::: Available data :::
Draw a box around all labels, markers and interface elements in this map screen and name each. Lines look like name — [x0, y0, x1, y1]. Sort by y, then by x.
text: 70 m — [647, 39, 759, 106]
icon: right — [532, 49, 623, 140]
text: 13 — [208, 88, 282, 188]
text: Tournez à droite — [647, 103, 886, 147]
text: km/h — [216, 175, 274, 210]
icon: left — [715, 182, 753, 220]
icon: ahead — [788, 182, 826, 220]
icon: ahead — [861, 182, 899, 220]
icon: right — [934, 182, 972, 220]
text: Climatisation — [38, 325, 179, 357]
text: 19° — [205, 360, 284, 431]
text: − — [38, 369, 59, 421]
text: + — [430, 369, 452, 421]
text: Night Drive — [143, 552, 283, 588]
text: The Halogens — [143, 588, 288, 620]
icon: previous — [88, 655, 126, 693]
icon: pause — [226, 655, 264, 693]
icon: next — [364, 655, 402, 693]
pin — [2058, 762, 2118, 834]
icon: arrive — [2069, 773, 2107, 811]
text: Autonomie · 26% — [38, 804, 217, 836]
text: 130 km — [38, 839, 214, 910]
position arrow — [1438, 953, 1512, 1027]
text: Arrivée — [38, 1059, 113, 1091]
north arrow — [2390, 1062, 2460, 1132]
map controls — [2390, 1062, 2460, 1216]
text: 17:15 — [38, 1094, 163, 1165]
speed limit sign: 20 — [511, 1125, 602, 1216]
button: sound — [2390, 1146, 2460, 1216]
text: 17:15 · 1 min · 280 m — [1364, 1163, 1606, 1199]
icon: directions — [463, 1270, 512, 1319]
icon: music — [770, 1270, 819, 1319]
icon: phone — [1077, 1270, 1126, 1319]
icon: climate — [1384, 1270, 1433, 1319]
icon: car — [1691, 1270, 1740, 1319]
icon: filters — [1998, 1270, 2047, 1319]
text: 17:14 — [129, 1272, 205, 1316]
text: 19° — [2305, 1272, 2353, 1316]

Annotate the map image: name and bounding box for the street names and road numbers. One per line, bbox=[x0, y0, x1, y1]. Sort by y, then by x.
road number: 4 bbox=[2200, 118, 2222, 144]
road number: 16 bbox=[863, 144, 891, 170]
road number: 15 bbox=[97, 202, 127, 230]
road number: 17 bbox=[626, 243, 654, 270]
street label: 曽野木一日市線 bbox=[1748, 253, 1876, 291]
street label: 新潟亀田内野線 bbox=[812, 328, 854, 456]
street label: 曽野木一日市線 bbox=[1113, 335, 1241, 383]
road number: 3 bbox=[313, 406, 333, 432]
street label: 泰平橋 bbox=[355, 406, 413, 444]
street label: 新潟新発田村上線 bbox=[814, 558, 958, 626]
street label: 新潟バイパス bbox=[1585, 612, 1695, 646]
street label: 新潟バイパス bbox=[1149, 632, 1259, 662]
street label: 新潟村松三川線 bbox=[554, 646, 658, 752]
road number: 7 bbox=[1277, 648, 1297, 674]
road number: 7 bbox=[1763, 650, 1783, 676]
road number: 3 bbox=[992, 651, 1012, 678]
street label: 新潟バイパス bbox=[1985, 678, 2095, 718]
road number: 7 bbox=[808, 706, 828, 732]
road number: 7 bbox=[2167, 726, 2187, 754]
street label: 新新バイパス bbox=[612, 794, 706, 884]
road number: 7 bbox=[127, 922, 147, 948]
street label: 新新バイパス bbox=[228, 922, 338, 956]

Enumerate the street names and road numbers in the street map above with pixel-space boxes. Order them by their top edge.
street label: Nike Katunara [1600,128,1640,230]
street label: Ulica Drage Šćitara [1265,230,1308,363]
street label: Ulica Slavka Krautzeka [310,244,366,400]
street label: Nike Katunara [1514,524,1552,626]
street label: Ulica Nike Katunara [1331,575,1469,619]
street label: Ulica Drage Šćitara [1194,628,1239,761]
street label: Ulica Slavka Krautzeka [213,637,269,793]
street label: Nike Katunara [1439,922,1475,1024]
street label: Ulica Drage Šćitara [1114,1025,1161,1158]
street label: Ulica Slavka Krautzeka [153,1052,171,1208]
:::
» **The task**: Each line of the entries above that has the word "arrow" is to be copied.

» **Written solution**:
position arrow — [1438, 953, 1512, 1027]
north arrow — [2390, 1062, 2460, 1132]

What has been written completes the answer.